__DATA FOR ANALYSIS__:
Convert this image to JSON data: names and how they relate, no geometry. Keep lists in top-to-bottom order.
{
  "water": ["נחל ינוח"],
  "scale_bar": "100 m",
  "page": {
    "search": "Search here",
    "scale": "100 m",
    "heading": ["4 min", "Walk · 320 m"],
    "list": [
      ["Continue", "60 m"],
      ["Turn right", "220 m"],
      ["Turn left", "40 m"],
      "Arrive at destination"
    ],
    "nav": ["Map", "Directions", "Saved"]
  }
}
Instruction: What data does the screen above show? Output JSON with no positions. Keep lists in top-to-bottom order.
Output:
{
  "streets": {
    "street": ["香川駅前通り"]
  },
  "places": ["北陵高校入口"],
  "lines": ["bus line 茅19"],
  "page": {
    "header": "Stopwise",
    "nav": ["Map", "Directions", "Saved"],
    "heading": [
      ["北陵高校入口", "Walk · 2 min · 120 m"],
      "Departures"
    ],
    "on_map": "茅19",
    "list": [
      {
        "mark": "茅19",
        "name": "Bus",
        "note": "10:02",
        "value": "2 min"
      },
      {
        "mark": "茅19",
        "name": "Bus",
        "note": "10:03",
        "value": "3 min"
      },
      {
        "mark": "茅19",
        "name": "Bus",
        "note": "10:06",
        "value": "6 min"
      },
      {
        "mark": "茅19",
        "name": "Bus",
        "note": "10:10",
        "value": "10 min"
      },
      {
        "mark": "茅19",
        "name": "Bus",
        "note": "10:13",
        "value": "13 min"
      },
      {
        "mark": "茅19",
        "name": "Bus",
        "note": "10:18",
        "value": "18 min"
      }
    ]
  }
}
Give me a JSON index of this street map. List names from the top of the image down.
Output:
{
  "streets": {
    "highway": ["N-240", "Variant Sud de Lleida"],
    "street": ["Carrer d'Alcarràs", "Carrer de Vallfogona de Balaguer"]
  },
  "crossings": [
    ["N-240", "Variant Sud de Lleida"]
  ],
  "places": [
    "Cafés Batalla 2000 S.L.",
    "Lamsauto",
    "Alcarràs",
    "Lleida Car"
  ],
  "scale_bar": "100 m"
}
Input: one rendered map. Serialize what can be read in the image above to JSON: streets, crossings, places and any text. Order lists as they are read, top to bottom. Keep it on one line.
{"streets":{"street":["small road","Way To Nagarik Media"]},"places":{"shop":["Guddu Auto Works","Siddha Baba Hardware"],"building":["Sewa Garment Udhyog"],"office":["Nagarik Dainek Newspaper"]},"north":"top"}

__EXERCISE DIRECTIONS__: An exact retyping of the full listing is required.

__ANSWER BELOW__:
Convert this image to JSON data: names and how they relate, no geometry. Keep lists in top-to-bottom order.
{
  "water": ["נחל ינוח"],
  "scale_bar": "100 m",
  "page": {
    "search": "Search here",
    "scale": "100 m",
    "heading": ["4 min", "Walk · 320 m"],
    "list": [
      ["Continue", "60 m"],
      ["Turn right", "220 m"],
      ["Turn left", "40 m"],
      "Arrive at destination"
    ],
    "nav": ["Map", "Directions", "Saved"]
  }
}
Instruction: What data does the screen above show? Output JSON with no positions. Keep lists in top-to-bottom order.
Output:
{
  "streets": {
    "street": ["香川駅前通り"]
  },
  "places": ["北陵高校入口"],
  "lines": ["bus line 茅19"],
  "page": {
    "header": "Stopwise",
    "nav": ["Map", "Directions", "Saved"],
    "heading": [
      ["北陵高校入口", "Walk · 2 min · 120 m"],
      "Departures"
    ],
    "on_map": "茅19",
    "list": [
      {
        "mark": "茅19",
        "name": "Bus",
        "note": "10:02",
        "value": "2 min"
      },
      {
        "mark": "茅19",
        "name": "Bus",
        "note": "10:03",
        "value": "3 min"
      },
      {
        "mark": "茅19",
        "name": "Bus",
        "note": "10:06",
        "value": "6 min"
      },
      {
        "mark": "茅19",
        "name": "Bus",
        "note": "10:10",
        "value": "10 min"
      },
      {
        "mark": "茅19",
        "name": "Bus",
        "note": "10:13",
        "value": "13 min"
      },
      {
        "mark": "茅19",
        "name": "Bus",
        "note": "10:18",
        "value": "18 min"
      }
    ]
  }
}
Give me a JSON index of this street map. List names from the top of the image down.
Output:
{
  "streets": {
    "highway": ["N-240", "Variant Sud de Lleida"],
    "street": ["Carrer d'Alcarràs", "Carrer de Vallfogona de Balaguer"]
  },
  "crossings": [
    ["N-240", "Variant Sud de Lleida"]
  ],
  "places": [
    "Cafés Batalla 2000 S.L.",
    "Lamsauto",
    "Alcarràs",
    "Lleida Car"
  ],
  "scale_bar": "100 m"
}
Input: one rendered map. Serialize what can be read in the image above to JSON: streets, crossings, places and any text. Order lists as they are read, top to bottom. Keep it on one line.
{"streets":{"street":["small road","Way To Nagarik Media"]},"places":{"shop":["Guddu Auto Works","Siddha Baba Hardware"],"building":["Sewa Garment Udhyog"],"office":["Nagarik Dainek Newspaper"]},"north":"top"}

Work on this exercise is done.